Since it had been a couple of years since the first one, I wanted to post my second “Who played it better” article comparing the 80’s Ghostbuster film to the new all-female reboot. I saw it when it was on it’s way out of the theater, enjoyed it, but I can’t do a comparison the way I did for the Dredd’s. The reason is that these are not the same characters. It’s not the same story. And that should have been good, but it wasn’t.
The pitch for both movies, of course, is the same: a group of academics who study the paranormal find evidence of real, verifiable experiences and turn it into a business. The first film holds up to the test of time and was practically perfect in every way, just like Mary Poppins. It spawned a less perfect but watchable sequel and rumors of a third installment bounced around, dodged mostly by Bill Murray, until at last, someone said, “let’s do an all girl remake”.

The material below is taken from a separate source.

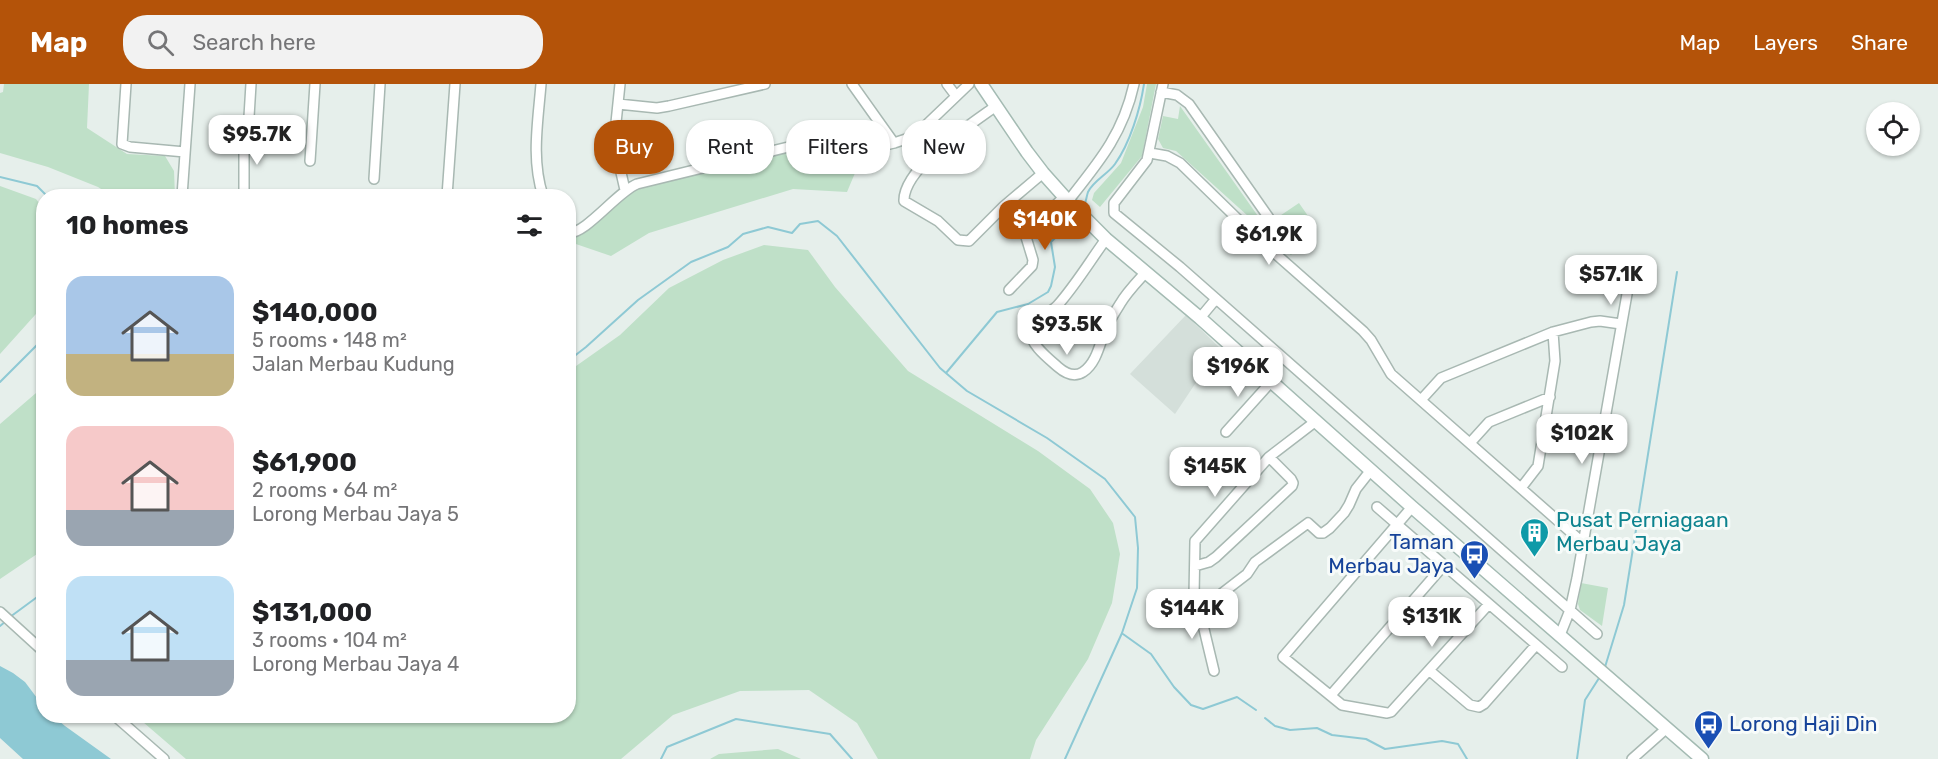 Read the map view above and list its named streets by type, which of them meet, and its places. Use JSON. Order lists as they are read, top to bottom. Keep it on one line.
{"places":{"building":["Pusat Perniagaan Merbau Jaya"],"bus stop":["Taman Merbau Jaya","Lorong Haji Din"]},"page":{"header":"Map","search":"Search here","nav":["Map","Layers","Share"],"price":["$95.7K","$140K","$61.9K","$57.1K","$93.5K","$196K","$102K","$145K","$144K","$131K"],"chip":["Buy","Rent","Filters","New"],"heading":"10 homes","list":[{"name":"$140,000","note":"5 rooms · 148 m² · Jalan Merbau Kudung"},{"name":"$61,900","note":"2 rooms · 64 m² · Lorong Merbau Jaya 5"},{"name":"$131,000","note":"3 rooms · 104 m² · Lorong Merbau Jaya 4"}]}}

That twist, the re-imagined vision of Phd genitalia, got a lot more flak than it deserved, in my armchair opinion. McKinnon, McCarthy, Wigg and Jones are all immensely funny, deeply talented, and actresses with proven wit and range. The effects of 2016 are far superior to those of the 80’s (though they still hold up, really) and everything pointed to this being a film to silence the naysayers and show that you can do a reboot that differs from the original and still make a good movie.
But that’s not what they did.
Don’t get me wrong. The reboot is an enjoyable film. But the problem is that it had the core of a much better film within it and I think some key decisions kept it locked up behind a shelf full of mediocre ideas.

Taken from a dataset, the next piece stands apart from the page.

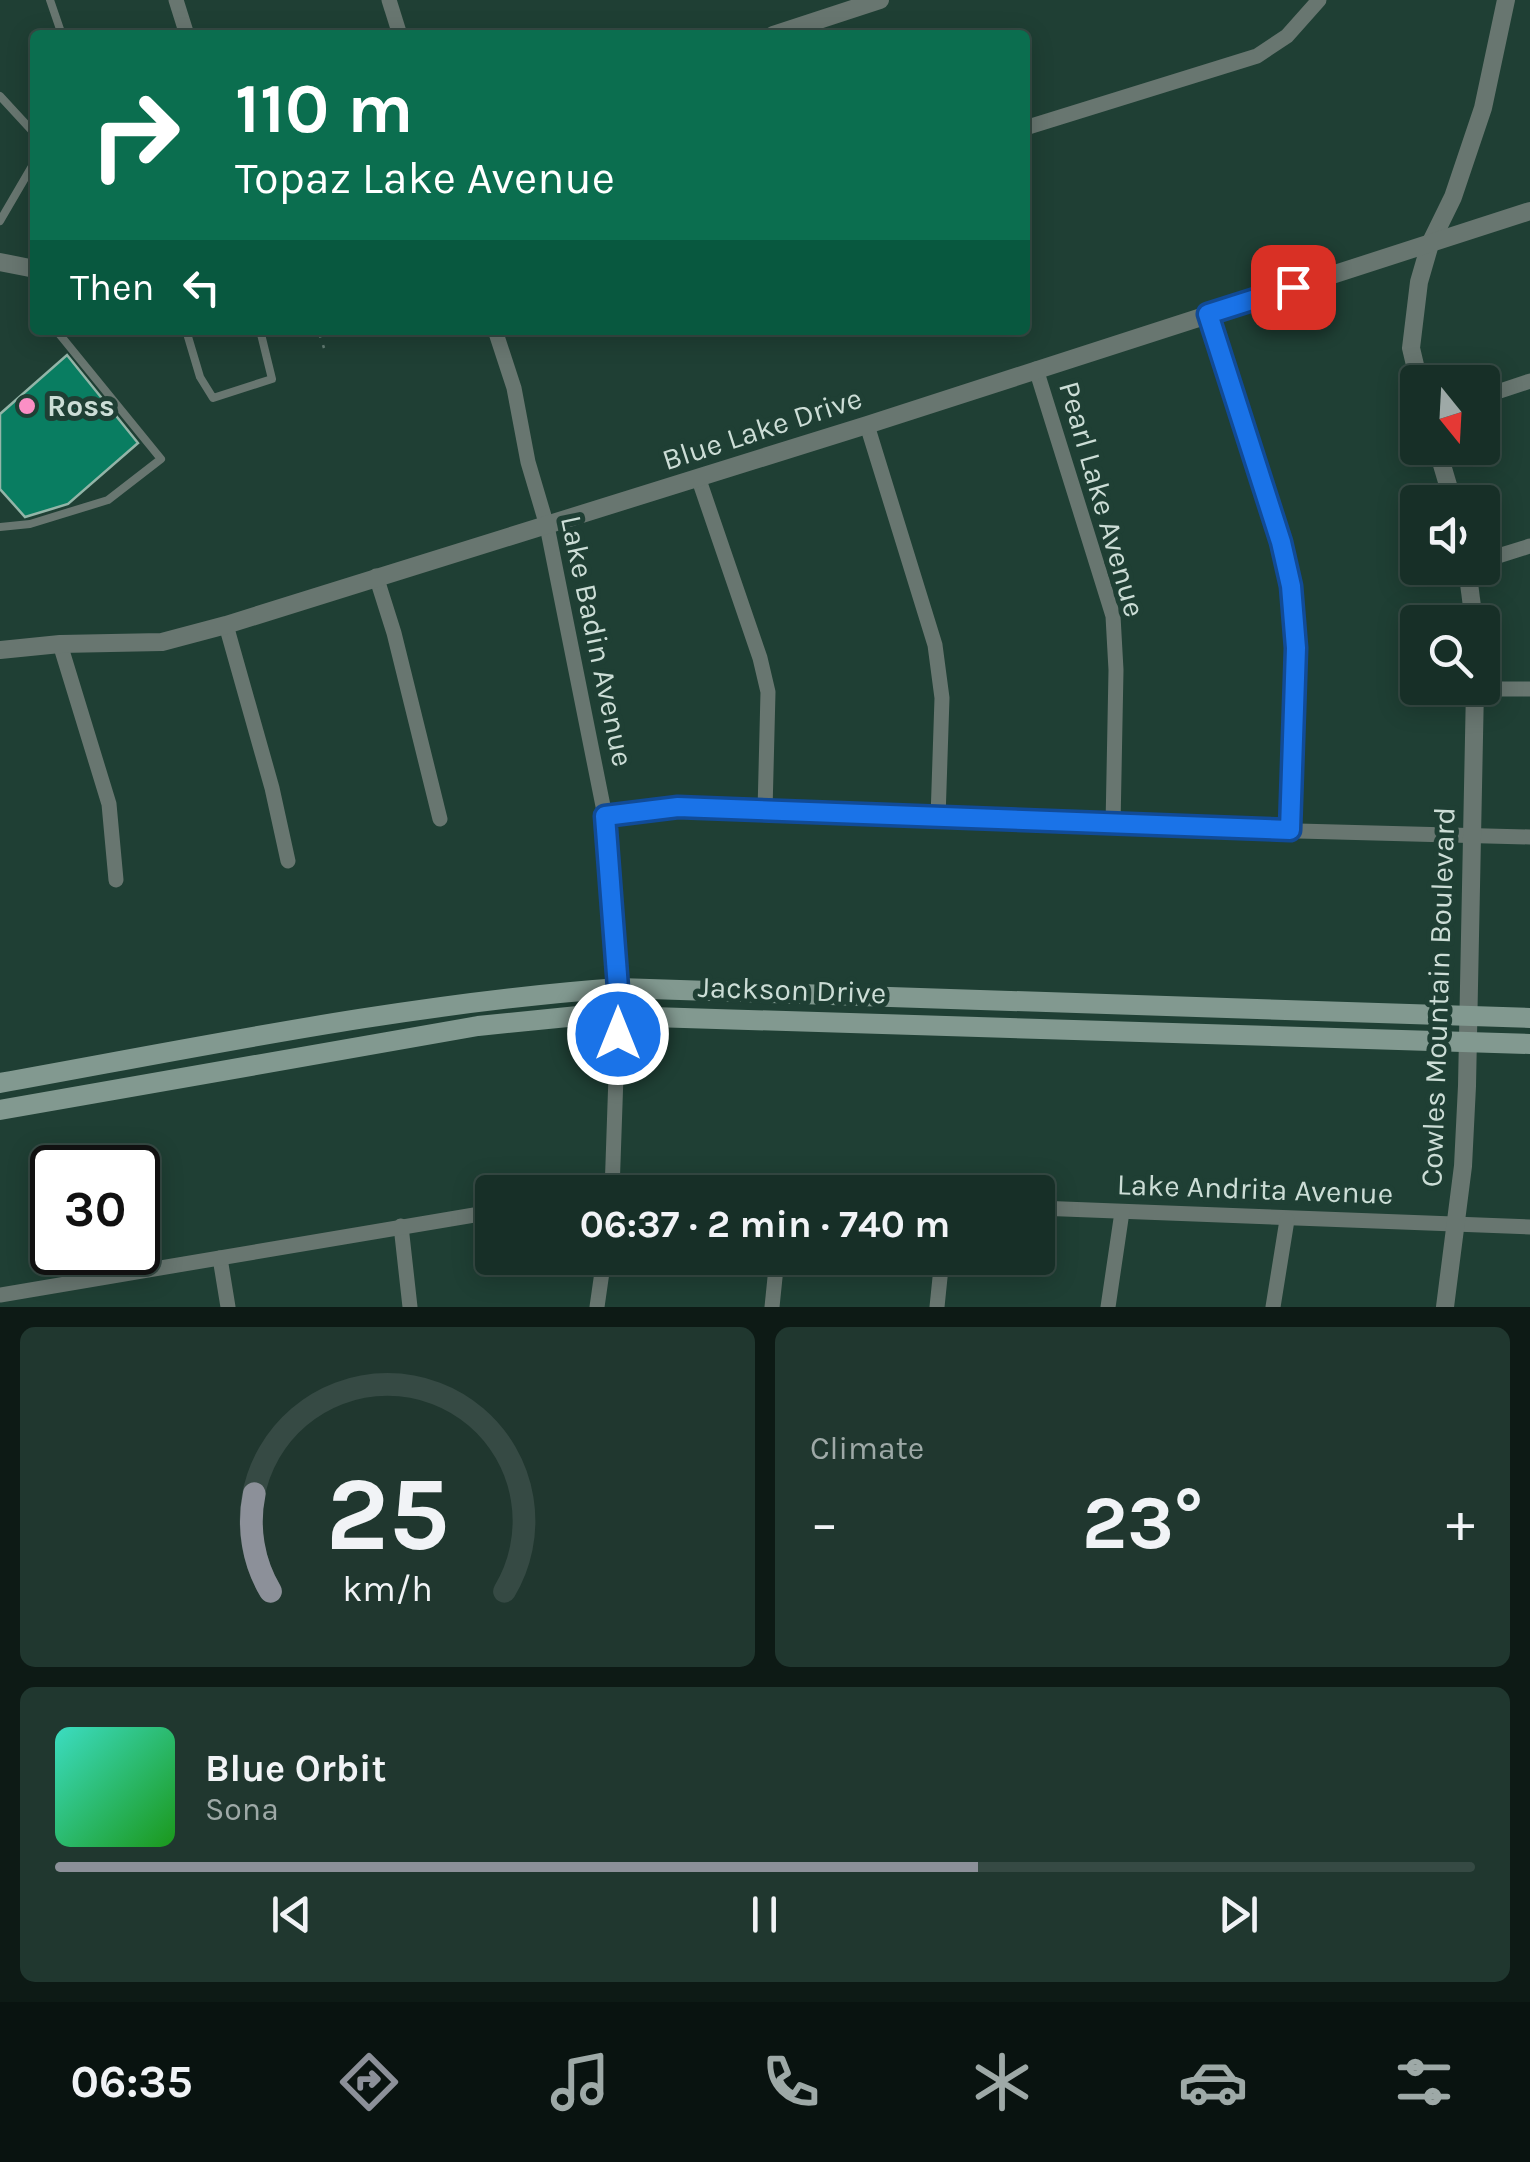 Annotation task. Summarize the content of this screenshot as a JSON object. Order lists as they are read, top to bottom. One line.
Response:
{"streets":{"main road":["Jackson Drive"],"street":["Blue Lake Drive","Pearl Lake Avenue","Lake Badin Avenue","Cowles Mountain Boulevard","Lake Andrita Avenue"]},"crossings":[["Blue Lake Drive","Pearl Lake Avenue"],["Blue Lake Drive","Lake Badin Avenue"],["Lake Badin Avenue","Jackson Drive"],["Jackson Drive","Cowles Mountain Boulevard"],["Cowles Mountain Boulevard","Lake Andrita Avenue"]],"places":["Ross"],"north":"bottom","page":{"turn":["110 m","Topaz Lake Avenue"],"then":"Then","limit":"30","trip":"06:37 · 2 min · 740 m","tile":"Climate","heat":["−","23°","+"],"song":["Blue Orbit","Sona"],"tabs":"06:35","gauge":["25","km/h"]}}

The first film had some very strong archetypes in the four principle characters: the Charlatan who must reluctantly admit and adapt to the reality of that which he denied. The kid who never grew up, discovering the world is really a neato as he thought. The cold, rational misfit who finds his niche in the bizarre. An everyman who keeps the audience grounded and offers a touch of reality to a scenario that could easily spin beyond the bounds of willing suspension of disbelief.
The new one, however, abandoned those roles for a slightly dry and quirky straight woman to set up gags, a more quirky woman to bring them home, a psychotic, and a wise minority woman who saves the day with down to earth knowledge. They traded archetypes for stereotypes and then decided to serve them poorly.
The first was a comedy with elements of horror, but a lot of heart. We cared for the quartet when they announced they would cross the streams. We felt that there were stakes involved. It was more than a collection of sight gags. The new one, however, kept setting up opportunities for a touch of drama or interpersonal conflict with the characters that might add depth to the movie, but then walking away from them without another mention.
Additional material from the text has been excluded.